Balluff uses magnetostrictive technology to capture position information. Menke notes that, in motion control, the repeatability of and resolution provided by a position sensor is critically important. Generally, for motion systems, more sensor resolution is better.
"Velocity is a mathematical derivative of position," Menke says. "So the coarser your position value is, the more unstable your mathematical derivative — velocity — becomes. You're really looking for more position resolution, so you can get resolution of your velocity."
Other important characteristics are sensor linearity and update rate, with a 1- to 2-ms update rate sufficient for most applications. Form factor, cost and interface with the control mechanism round out the list.
While often coming toward the end of the selection process, the form factor of pneumatics can be a deciding attribute, says Roger Altendorf, director of technical solutions at valve maker Enfield Technologies. It could be necessary, for instance, to fit a cylinder underneath a machine. In another case, pneumatics might need to move an inspection system across the entire span of a 10-ft conveyor. In the first situation, a guided rod cylinder could be appropriate, while in the second, a rodless approach might be best, as that eliminates the possibility of a 10-ft rod sticking out from the conveyor.
In all of this, valves are a vital component, with proportional air valves often used. Here precision is impacted by response time, as that determines how quickly motion can be stopped or started. Some valves from Enfield Technologies, Altendorf claims, react to commands in less than 2.5 ms. "That allows these highly precise applications to work," he adds.
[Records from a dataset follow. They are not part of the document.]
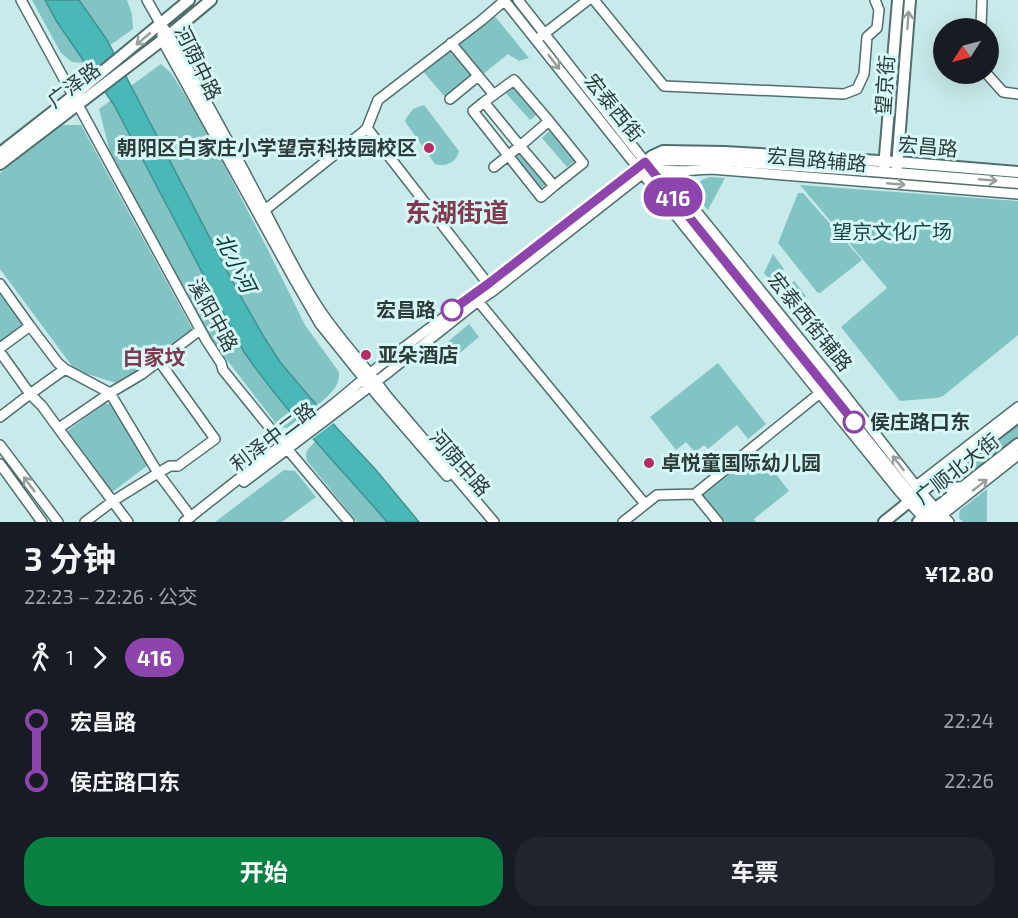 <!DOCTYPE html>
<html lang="zh">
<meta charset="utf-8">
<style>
:root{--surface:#171b24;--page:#20242c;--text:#f1f3f6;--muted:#9ea1a6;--accent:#0b8043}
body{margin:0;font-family:"Exo 2","Noto Sans SC",sans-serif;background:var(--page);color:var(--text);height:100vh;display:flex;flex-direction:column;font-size:22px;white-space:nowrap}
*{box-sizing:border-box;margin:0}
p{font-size:20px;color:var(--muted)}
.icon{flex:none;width:33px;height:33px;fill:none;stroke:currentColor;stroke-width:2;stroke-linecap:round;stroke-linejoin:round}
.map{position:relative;height:522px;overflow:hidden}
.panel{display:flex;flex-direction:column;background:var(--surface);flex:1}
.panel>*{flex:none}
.badge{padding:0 12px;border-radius:20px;font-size:21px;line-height:39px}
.needle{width:39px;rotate:234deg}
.tools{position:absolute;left:933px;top:18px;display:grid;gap:12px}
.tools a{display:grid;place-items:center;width:66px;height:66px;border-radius:50%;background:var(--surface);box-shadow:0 6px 24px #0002;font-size:30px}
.map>.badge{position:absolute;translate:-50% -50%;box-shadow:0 0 0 3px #fff}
.legs{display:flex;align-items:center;gap:9px;height:66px;padding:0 24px;font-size:20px}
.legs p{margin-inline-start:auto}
.summary{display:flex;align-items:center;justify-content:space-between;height:102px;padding:0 24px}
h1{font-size:33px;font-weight:700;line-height:45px}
.action{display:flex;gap:12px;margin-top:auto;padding:12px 24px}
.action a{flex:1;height:69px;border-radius:24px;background:var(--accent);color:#fff;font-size:24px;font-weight:700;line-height:69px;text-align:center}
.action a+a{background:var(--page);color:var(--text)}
ul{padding:0 24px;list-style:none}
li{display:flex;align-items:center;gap:21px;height:60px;font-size:22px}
li i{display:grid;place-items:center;width:9px;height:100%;margin:0 8px;background:currentColor}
li i::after{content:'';width:15px;height:15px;margin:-8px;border:4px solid;border-radius:50%;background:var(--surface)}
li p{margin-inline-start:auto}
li:first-child i{background:linear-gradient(#0000 50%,currentColor 0)}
li:last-child i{background:linear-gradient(currentColor 50%,#0000 0)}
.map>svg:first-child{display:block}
.green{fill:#82c4c3}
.water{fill:#49b8b7;stroke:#419292;stroke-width:1.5}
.pier{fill:#c9eaea}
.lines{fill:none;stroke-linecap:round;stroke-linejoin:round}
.minor-casing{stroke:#506e6e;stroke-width:12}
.major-casing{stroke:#506e6e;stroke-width:14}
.minor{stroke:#fff;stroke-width:9}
.major{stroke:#fff;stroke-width:10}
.oneway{stroke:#969d9c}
.line-1-casing{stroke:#fff;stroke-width:14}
.line-1{stroke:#8e44ad;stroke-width:9}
.poi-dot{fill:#b72b63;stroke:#d6f8f7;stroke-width:2}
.stop-1-dot{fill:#fff;stroke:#8e44ad;stroke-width:3}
.labels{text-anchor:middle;stroke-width:6;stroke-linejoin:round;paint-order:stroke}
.street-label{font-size:20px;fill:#2d3b3a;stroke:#d6f8f7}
.poi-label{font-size:20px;font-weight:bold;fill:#2d3b3a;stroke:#d6f8f7;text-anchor:start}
.park-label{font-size:20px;fill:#154646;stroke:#d6f8f7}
.stop-label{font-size:20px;font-weight:bold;fill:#2d3b3a;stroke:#d6f8f7;text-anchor:end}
.water-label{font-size:21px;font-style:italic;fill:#023939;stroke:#d6f8f7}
.neighbourhood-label{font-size:21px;font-weight:bold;fill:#803a50;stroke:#d6f8f7}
.district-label{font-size:26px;font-weight:bold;fill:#803a50;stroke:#d6f8f7}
</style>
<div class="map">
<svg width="1018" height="522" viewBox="0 0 1018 522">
<rect width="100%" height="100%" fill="#c9eaea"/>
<path class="green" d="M32 0H127L132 14 133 29 85 63 72 62 61 53Z
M493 14 529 58 519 61 508 54 482 75 457 45Z
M447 49 451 50 472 77 445 97 421 69Z
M161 64 171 73 202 122 268 250 305 325 339 372C339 374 339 379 338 382 333 397 300 418 287 428L278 426 213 342 110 152 99 109Z
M514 82 540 112 530 120 504 91Z
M424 105 459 151C456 163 446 167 435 164L406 123 405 120 413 109Z
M60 125H81L193 330 119 384 75 370 0 269V173Z
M551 129 577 159 567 167 542 138Z
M523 151 549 182 540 189 514 158Z
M710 177 725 178 708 210 697 198 694 189C698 182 702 179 710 177Z
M800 185 1018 201V335L943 396 937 398 900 401 841 327 887 288Z
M798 193H803L862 260 820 293 817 292 778 243Z
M773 254 784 269 770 280 764 273Z
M794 281 806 296 793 307 781 292Z
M0 286 28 327 0 346Z
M469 324 479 337 449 362 438 350Z
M718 363 766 424 748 439 737 425 708 449 704 445 695 452 686 442 676 450 650 417Z
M105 403 121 408 156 459 111 493 66 432Z
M1018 425V437L956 486H952L950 478Z
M316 441 387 522H357L307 461C304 451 309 448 316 441Z
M758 451 789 491 754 519 756 522H725L703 495Z
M284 470 295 471 316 497 282 522H215Z
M987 489V522H963L959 518 960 510Z"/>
<path class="water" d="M45 0H79L107 40 237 290 264 337 280 362 308 395 336 427 376 470 419 522H387C339 466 286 413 244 352L114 105 57 22Z"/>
<path class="pier" d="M319 403 335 422 311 440 295 422Z"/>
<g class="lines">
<defs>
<path id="minor" d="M21 0 206 340 221 363 223 370 283 444 349 522
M147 0 160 23 169 35 177 49C207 103 237 156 265 211 282 243 298 277 318 307 338 338 364 364 386 395L494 522
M504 0 685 227 899 491 927 522
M518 0 679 205 914 498 938 522
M594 0 664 86 844 94 857 89 864 74 867 37 877 28 879 10 875 0
M981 28 982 0
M162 34V40L294 279 320 324 377 395 447 476
M540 37 588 0
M451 43 494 95
M987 74 1003 92 1018 94
M514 80 549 121 520 146 484 102Z
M450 99 478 76
M484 102 473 111 541 197 554 186
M367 128 492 289
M494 167 520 146 554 186 583 163 549 121
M658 169C675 173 693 170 711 169L1018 194
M654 170 671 180 842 391 916 486 935 508 949 522
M265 210 363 132 367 128 378 100 482 20 504 1
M0 284 30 326 58 363 65 369 110 393 142 374 200 330
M478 301 645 504
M0 348 30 326
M0 352 30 394 65 369
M0 417 30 394 42 406 61 432 128 522
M59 428 110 393 158 473 191 517
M0 445 58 522
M0 464 42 522
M244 482 385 375 478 301 493 291 646 171
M916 486 1018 407
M695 494 718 522
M942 515 1018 455
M85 522 113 501 158 473 170 466H178L215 439 159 361
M184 522 336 402 378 367 488 284 641 165
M623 522 657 495 695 494 820 393"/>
<path id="major" d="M0 153 73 96 189 0
M645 162 652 156 663 151 724 152 897 162 1018 172
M0 164 169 35 211 0
M897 167 910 0
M650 168 657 162 663 160 725 161 871 171 1018 183
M884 168 898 0
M949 470 946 482 951 489 962 487
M884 522 930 485 1018 417
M918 522 1018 444"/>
</defs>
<use href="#minor" class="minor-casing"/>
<use href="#major" class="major-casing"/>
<use href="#minor" class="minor"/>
<use href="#major" class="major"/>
</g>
<defs><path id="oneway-shaft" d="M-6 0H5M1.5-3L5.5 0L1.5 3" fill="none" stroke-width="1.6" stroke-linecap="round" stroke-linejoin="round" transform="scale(1.5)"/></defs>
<g class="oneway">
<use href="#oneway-shaft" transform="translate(908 20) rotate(-86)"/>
<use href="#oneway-shaft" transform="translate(143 39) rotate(140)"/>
<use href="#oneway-shaft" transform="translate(554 62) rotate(52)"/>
<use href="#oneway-shaft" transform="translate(988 180) rotate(5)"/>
<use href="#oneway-shaft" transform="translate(896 184) rotate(5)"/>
<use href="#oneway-shaft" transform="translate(898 463) rotate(-128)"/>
<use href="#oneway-shaft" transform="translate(29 484) rotate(-127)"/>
<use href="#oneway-shaft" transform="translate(980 485) rotate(-38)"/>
</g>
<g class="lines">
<defs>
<path id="line-1" d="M452 310 488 284 645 162 854 422"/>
</defs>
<use href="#line-1" class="line-1-casing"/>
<use href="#line-1" class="line-1"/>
</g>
<g class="poi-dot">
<circle cx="429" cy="148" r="6"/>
<circle cx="366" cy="355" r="6"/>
<circle cx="649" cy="463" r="6"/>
</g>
<g class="stop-1-dot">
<circle cx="452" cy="310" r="10"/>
<circle cx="854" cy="422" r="10"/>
</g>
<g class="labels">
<g class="street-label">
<text transform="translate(198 63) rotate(64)" y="7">河荫中路</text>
<text transform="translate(74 85) rotate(-37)" y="7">广泽路</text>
<text transform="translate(885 85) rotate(-86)" y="7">望京街</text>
<text transform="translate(614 108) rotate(51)" y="7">宏泰西街</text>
<text transform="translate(928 147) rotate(5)" y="7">宏昌路</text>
<text transform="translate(817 160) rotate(5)" y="7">宏昌路辅路</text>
<text transform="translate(213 315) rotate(61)" y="7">溪阳中路</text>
<text transform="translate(810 322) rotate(51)" y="7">宏泰西街辅路</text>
<text transform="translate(273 437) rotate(-37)" y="7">利泽中二路</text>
<text transform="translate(460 463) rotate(49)" y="7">河荫中路</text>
<text transform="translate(957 469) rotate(-38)" y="7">广顺北大街</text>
</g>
<g class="poi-label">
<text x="417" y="155" text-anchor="end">朝阳区白家庄小学望京科技园校区</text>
<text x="378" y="362">亚朵酒店</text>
<text x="661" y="470">卓悦童国际幼儿园</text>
</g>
<g class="park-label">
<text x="892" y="239">望京文化广场</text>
</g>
<g class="stop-label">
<text x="436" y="317">宏昌路</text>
<text x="870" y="429" text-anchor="start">侯庄路口东</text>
</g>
<g class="water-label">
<text transform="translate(235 263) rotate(63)" y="7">北小河</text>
</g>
<g class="neighbourhood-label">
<text x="154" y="365">白家坟</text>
</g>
<g class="district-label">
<text x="457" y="222">东湖街道</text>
</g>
</g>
</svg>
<div class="tools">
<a><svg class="needle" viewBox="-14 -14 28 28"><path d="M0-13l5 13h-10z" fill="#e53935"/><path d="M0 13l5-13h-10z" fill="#9ea1a6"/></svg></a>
</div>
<b class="badge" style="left:673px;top:197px;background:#8e44ad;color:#fff">416</b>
</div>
<section class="panel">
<div class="summary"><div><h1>3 分钟</h1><p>22:23 – 22:26 · 公交</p></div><b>¥12.80</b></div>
<div class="legs"><svg class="icon" aria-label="walk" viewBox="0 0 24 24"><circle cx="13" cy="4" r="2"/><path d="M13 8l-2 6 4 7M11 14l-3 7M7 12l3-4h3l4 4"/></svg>1<svg class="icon" aria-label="forward" viewBox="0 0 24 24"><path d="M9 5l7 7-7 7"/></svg><b class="badge" style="background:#8e44ad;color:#fff">416</b></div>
<ul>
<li><i style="color:#8e44ad"></i><b>宏昌路</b><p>22:24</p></li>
<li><i style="color:#8e44ad"></i><b>侯庄路口东</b><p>22:26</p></li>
</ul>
<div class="action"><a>开始</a><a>车票</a></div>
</section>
Another component consideration is that the pressure drop of long pneumatic tubing runs leads to wasted energy, an increasingly important consideration. Sean O'Grady, product manager for valve terminals and electronics at automation supplier Festo, notes that pneumatic valves originally were bolted to machines at a convenient spot near the associated actuator. Over time, those valves migrated into manifolds due to a desire to centralize things. But, since this approach can put the valves further from cylinders, it might be better and more energy-efficient to go with smaller manifolds and shorter runs.
While this is happening, another change underway currently is an explosion of sensors and associated data, O'Grady says. Sensors now are found throughout a machine, and could be connected to or integrated into a pneumatic manifold. Doing so can pay dividends in two different broad applications involving motion and process control.
"In a lot of cases, the PLC program has some functionality to check if there is pressure before it attempts to use that pressure for motion," O'Grady says of the first usage scenario. As for the second, he adds that often it's possible to determine something about the process from the pressure being applied to the actuator.
Finally, an important point to keep in mind in any motion solution is the nature of the legacy setup, if there is one. What was done before will influence any retrofit or upgrade. After all, it's difficult to completely ignore what was used previously.
"If it was pneumatics before, sometimes you could want to stay with that," says Mario Mitchell, product manager at Parker Hannifin.